Diyelim ki kötü niyet yok, kimse kimseye bir komplo kurmuyor ve yalan söylemiyor. Olayın özneleri olan kişiler o olayı farklı anlamlandırıyor ve deneyimliyorlar. Birine göre bir yardım jesti olan bir dokunma, diğerine göre taciz olabilir. Peki bu durumda o biricik olayın mahiyetinin aslında ne olduğunu nasıl söyleyebiliriz? İşte burada değerler, etik kodlar devreye girer. Değerlerden bağımsız olarak ahlaki olgulardan söz edemeyiz. Bir ahlaki olguyu ahlaki yapan şey olgularla değerlerin ilişkisidir. Durumun sınırlarını çizen, olayı ahlaken tanımlamamızı sağlayan normatif çerçeveye müracaat etmek zorundayız. Tam da bu noktada niyetlerin de, sonuçların da pek önemi kalmıyor, zira edimin kendisinin ahlaken yanlışlığı yeterli oluyor.
Ahlaki şüphecilik iki şekilde ortaya çıkar: Ya ahlaki olgular hakkındaki bilgimiz yetersizdir veya o olguları anlamlandırmamızı ve değerlendirmemizi sağlayan kavram ve değerlerle ilgili bir belirsizlik vardır ortada. Elimizde ahlaki olarak doğru ve yanlış olan hakkında karar vermek için bir profesyonel etik kodu değil de, birden fazla kuram varsa, hangi norm koyucu kuramın diğerlerinden daha geçerli olduğuna karar vermek de başlı başına bir mesele haline gelebilir. Yani neyin doğru neyin yanlış olduğuna karar vermeyi sağlayan kuramsal yöntemi seçmede kararsızlık yaşanabilir. Elbette şüphecilik sadece bir noktaya kadar sağlıklıdır, çünkü söz konusu durumu tekrar düşünmeyi, çeşitli bakış açılarından sınamayı sağlar. Ahlaki şüphecilik saygı duyulması gereken bir konumdur, çünkü bir hakikat arayışıdır aslında. Eğer ahlaki belirsizlik bizi felç ediyor, kilitliyor ve hayatımızı sürdüremez hale getiriyorsa kesinlikle aşılması gereken bir sorundur.

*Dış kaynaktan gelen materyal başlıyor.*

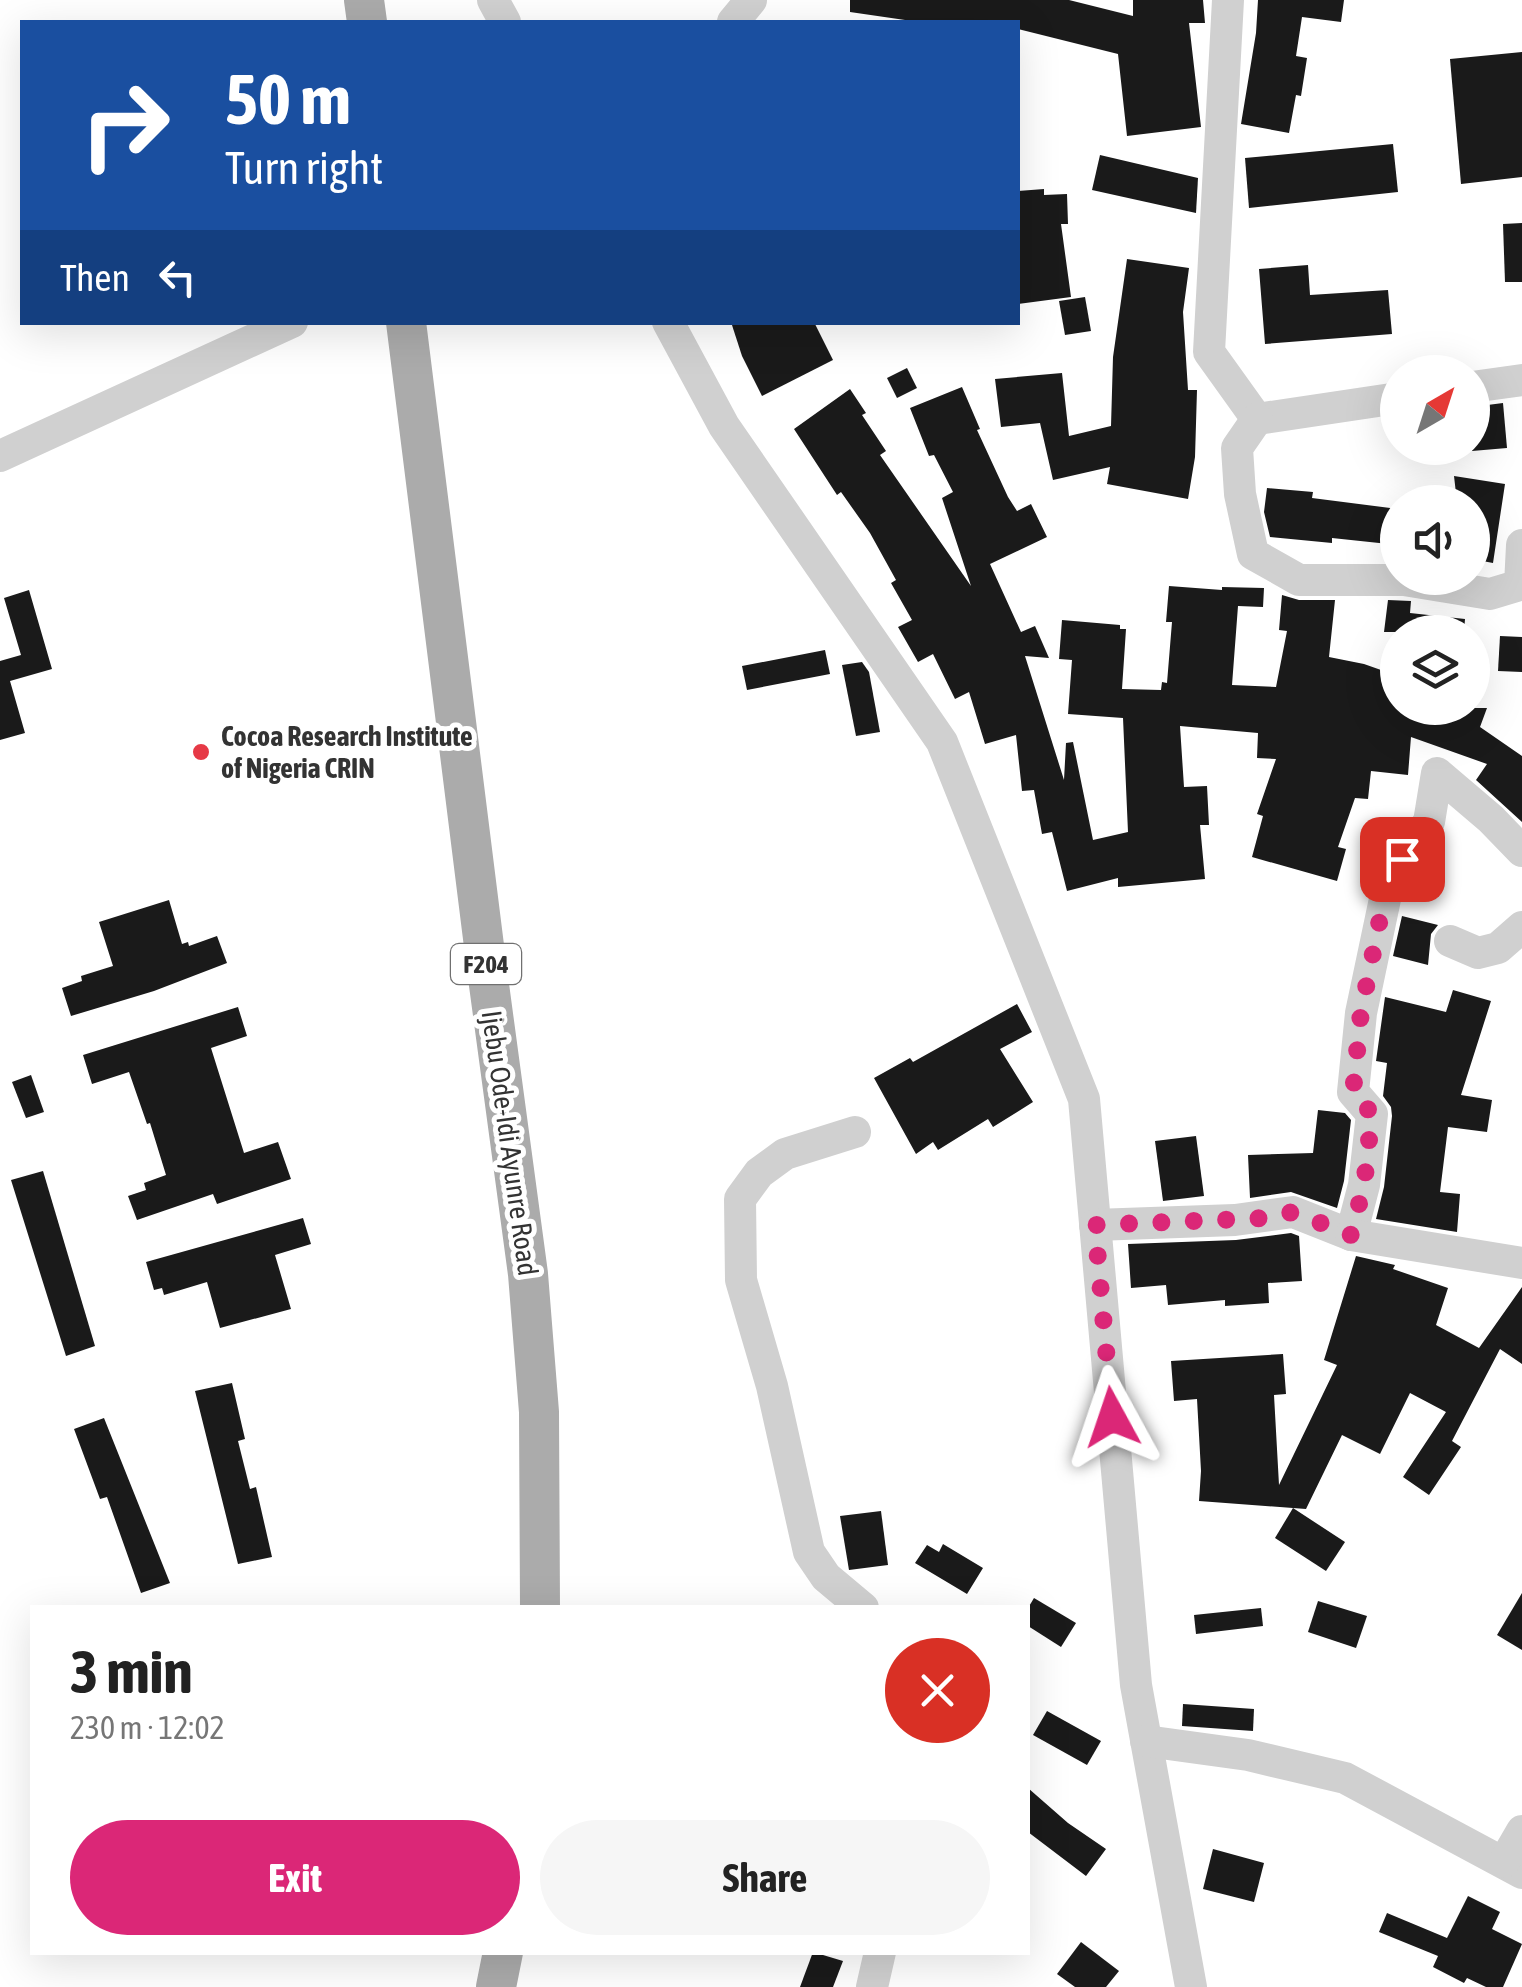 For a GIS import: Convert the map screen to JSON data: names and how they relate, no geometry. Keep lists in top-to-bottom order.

Bununla birlikte, ahlaki şüphecilik ahlaki nihilizmden farklı bir şeydir: Ahlaki olguların varlığını kabul etmek ama olayın tam olarak ne olduğunu bilmede sorun yaşandığını söylemekle, ahlaki olgunun varlığını yadsımak ayrı şeylerdir. Ahlaki nihilizm belirsizlikle uğraşmaz, onun asıl derdi ahlakı yadsımaktır; ahlaken doğru veya yanlış değerler olmadığını öne sürer. Düşününki tutarlı bir nihilistsiniz, ne evinizi yakan bir kundakçıya ne de arabanızı çalan bir hırsıza edecek bir çift lafınız kalır. Çocuk tacizcilerini, tecavüzcüleri de mahkum edemezsiniz. Saldırganlara yaptığının yanlış olduğunu anlatacak bir argümanınız yoktur. Oysa ki hayatta ahlaken mahkum etmek istediğimiz bir sürü durum vardır. Tecavüze uğrayan bir insan ne yapalım bu doğa gereği oluyor, buna doğru veya yanlış diyemeyiz diye mi düşünecek?
Bir nihilist, saldırganlara yaptıklarının yasalarca suç kabul edildiğini ve ceza alacaklarını söyleyebilir elbette. Fakat, burada da bir sorun vardır; zira, hukuk da ahlak normlarına dayanır. Hukuki doğalcılık yasaların adaletini ya Tanrı’dan ya da insan doğasından devşirdiği ahlak normlarıyla ilişkilendirir. Hukuki pozitivizmde ise zamana ve yere göre değişen, insanların üzerinde uzlaştığı ahlaki normlara bağlı olarak yapılır yasalar. Dolayısıyla, bir nihilistin ahlak yerine hukuka başvurma şansı da yoktur.
Ahlaki olguların varlığı reddedildiğinde ortada sadece çıplak olgular kalır. Nihilizm olguları ahlaki değerlere başvurarak değerlendirmeyi bir ahlakçılık sayar. O der ki, bir erkek doğası varsa, bu doğanın gereği olarak kadına karşı şiddeti, tacizi ve tecavüzü de yanlış sayamayız. Bu aşamada ahlaki nihilistin savunduğu konumun kadınları erkek doğasından korunmak için örtünmeye teşvik eden kökten dinci yaklaşımlara ne kadar benzediğini de fark edebiliriz. Biri ninem ahlakını aşan bir ultra modernlik adına; diğeri de statik, ilahi bir varlık tarafından yaratıldığına inanılan erkek doğası uğruna, kadının insan haklarını reddetmekte tereddüt etmemektedir. Geriye kalan tek şey kim ne kadar çok zarar gördü hesabıdır ki, ben buna faydacılık değil, ahlaki nihilizmin gerisindeki basit tüccar zihniyeti deme eğilimindeyim.
Ahlaki nihilizmin ahlaki bir sorunu çözme gücü yoktur; pratik olarak tutarsız bir konumdur.